Oh that you would. Oh that I knew what would make police officers stop killing unarmed black teenagers. Oh that the country I live in knew how to bring justice. Oh for a sunrise.

But the heavens are dark now, and we just catch glimpses of the light.

A friend in Chicago and I are swapping Advent thoughts, trying to make sense of the weight of our hearts (“I should have known not to read the comments… not even the comments on Sojourners,” she says).

She sends me a poem by Sylvia Plath, but I don’t have the energy to read a poem right now. I send her my pastor’s sermon from church on Sunday instead. “The Holy is at work, in the places that seem to have been abandoned by sun and moon and stars,” my pastor says.

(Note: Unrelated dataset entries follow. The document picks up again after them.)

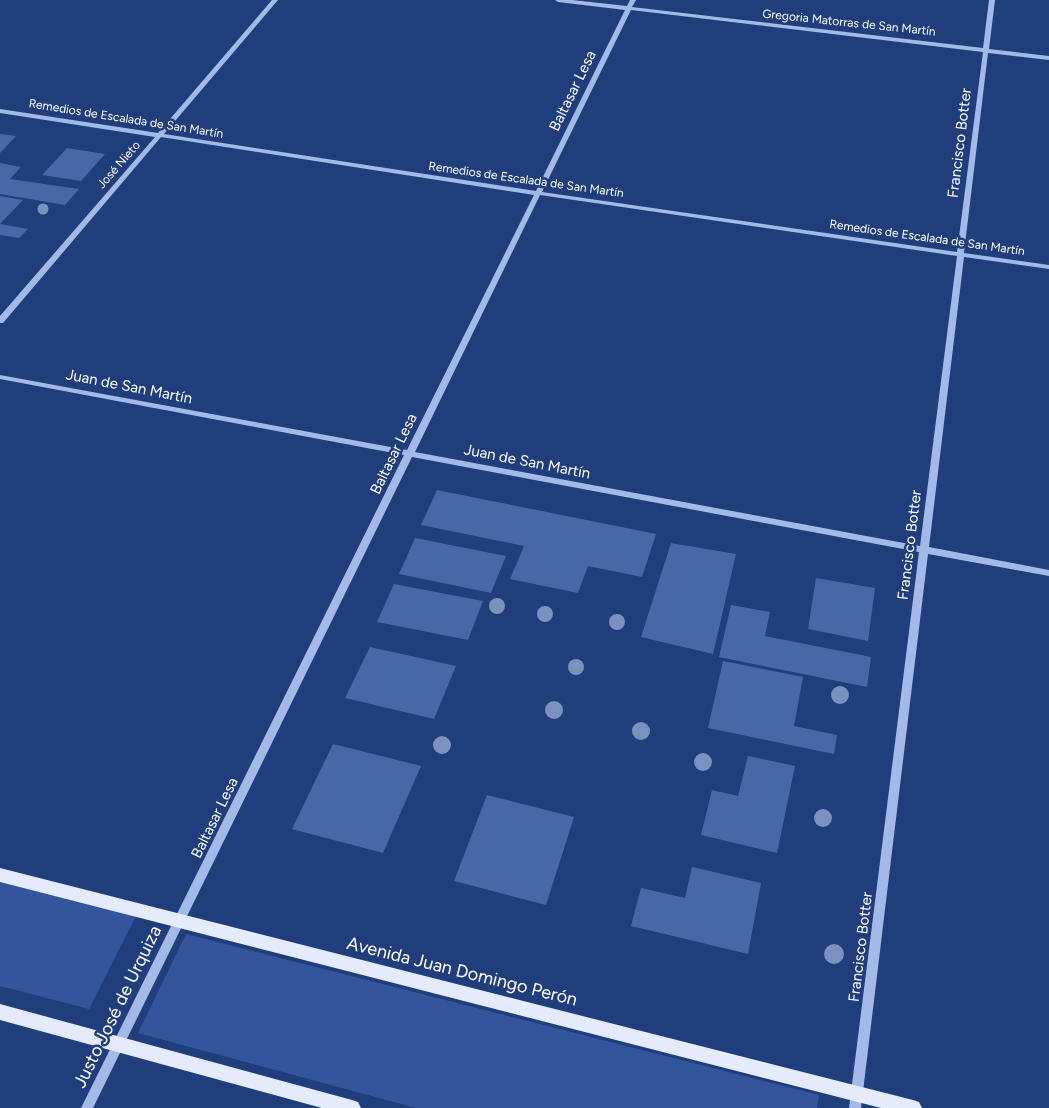 <!DOCTYPE html>
<meta charset="utf-8">
<style>
body{margin:0}
canvas{display:block;background:#203d7c}
</style>
<canvas width="1049" height="1108"></canvas>
<script>
const ctx = document.querySelector('canvas').getContext('2d');
ctx.lineJoin = 'round';
function paint(path, color) { ctx.fillStyle = color; ctx.fill(path, 'evenodd'); }
function drawText(font, color, halo, rows, align = 'center') {
  ctx.font = font + ' Figtree,sans-serif'; ctx.lineWidth = 5; ctx.setLineDash([]); ctx.textBaseline = 'middle'; ctx.strokeStyle = halo; ctx.fillStyle = color; for (const [text, x, y, turn = 0] of rows) {
    ctx.save(); ctx.translate(x, y); ctx.rotate((+turn || 0) * Math.PI / 180); ctx.textAlign = isNaN(turn) ? turn : align; if (halo) ctx.strokeText(text, 0, 0); ctx.fillText(text, 0, 0); ctx.restore();
  }
}
const green = new Path2D(`
 M0,882L136,916L89,1009L0,986Z
 M186,934L819,1095L817,1108H416L138,1033Z`);
const building = new Path2D(`
 M0,134L16,136L0,153Z
 M67,148L105,154L81,181L42,175Z
 M0,163L21,167L10,179L79,189L65,205L0,194Z
 M0,196L23,200L0,224L28,229L19,238L0,235Z
 M437,490L656,534L642,577L588,566L578,593L510,579L524,546L421,525Z
 M415,538L506,556L491,593L399,574Z
 M671,543L736,554L713,654L641,637Z
 M816,578L875,588L868,641L808,629Z
 M394,584L483,601L468,640L377,622Z
 M731,605L770,612L765,636L871,657L867,687L719,657Z
 M370,647L456,666L434,719L345,698Z
 M723,661L803,677L794,726L837,735L834,754L708,728Z
 M333,744L421,766L383,853L292,829Z
 M748,756L795,766L777,853L701,835L712,790L738,796Z
 M487,795L574,817L546,905L454,881Z
 M692,867L761,883L748,954L631,926L641,888L685,898Z`);
const minor = new Path2D(`
 M272,0H278L164,134L536,191L625,10L558,2L555,0H572L627,6L630,0H636L632,7L983,48L989,0H995L989,49L1049,56V60L988,53L964,253L1049,265V269L964,257L929,547L1049,570V576L928,554L861,1108H849L919,552L412,457L93,1108H81L404,455L0,379V375L407,450L534,195L161,137L3,323H0V316L155,137L0,113V109L158,133ZM631,10L983,52L957,252L542,192ZM540,195L957,256L920,546L415,452Z`);
const major = new Path2D(`
 M0,868L913,1100L919,1102L922,1108H881L0,882Z
 M0,1004L352,1100L358,1102L361,1108H322L0,1020Z`);
const trees = [
 [43,209,5.5],
 [497,606,8],
 [545,614,8],
 [617,622,8],
 [576,667,8],
 [840,695,9],
 [554,710,9],
 [641,731,9],
 [442,745,9],
 [703,762,9],
 [823,818,9],
 [834,954,10]
];
const farStreetnames = [
 ["Gregoria Matorras de San Martín",849,23,6],
 ["Remedios de Escalada de San Martín",126,119,9],
 ["José Nieto",119,165,-49],
 ["Remedios de Escalada de San Martín",526,180,8],
 ["Remedios de Escalada de San Martín",927,238,8]
];
const streetNames = [
 ["Baltasar Lesa",573,91,-64],
 ["Francisco Botter",960,143,-83],
 ["Juan de San Martín",129,387,11],
 ["Baltasar Lesa",394,454,-64],
 ["Juan de San Martín",527,462,11],
 ["Francisco Botter",910,545,-83],
 ["Baltasar Lesa",215,818,-64],
 ["Francisco Botter",861,947,-83]
];
const nearStreetnames = [
 ["Avenida Juan Domingo Perón",462,972,14],
 ["Justo José de Urquiza",118,1007,-64]
];
paint(green, '#33559b');
paint(building, '#4867a6');
paint(minor, '#a3b9e7');
paint(major, '#e4ebfd');
ctx.fillStyle = '#7b91bf';
for (const [x, y, r] of trees) { ctx.beginPath(); ctx.arc(x, y, r, 0, 2 * Math.PI); ctx.fill(); }
drawText('12px', '#fff', '#203d7c', farStreetnames);
drawText('15px', '#fff', '#203d7c', streetNames);
drawText('18px', '#fff', '#203d7c', nearStreetnames);
</script>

My friend replies, “This fits so well with the Sylvia Plath poem!” So I read it, finally, and I think of my sunset in France:

…Miracles occur, 
If you care to call those spasmodic 
Tricks of radiance miracles. 
The wait's begun again, 
The long wait for the angel. 
For that rare, random descent.

Once again, in this Advent season, I get it.

Janelle Tupper is Online Organizing Associate for Sojourners.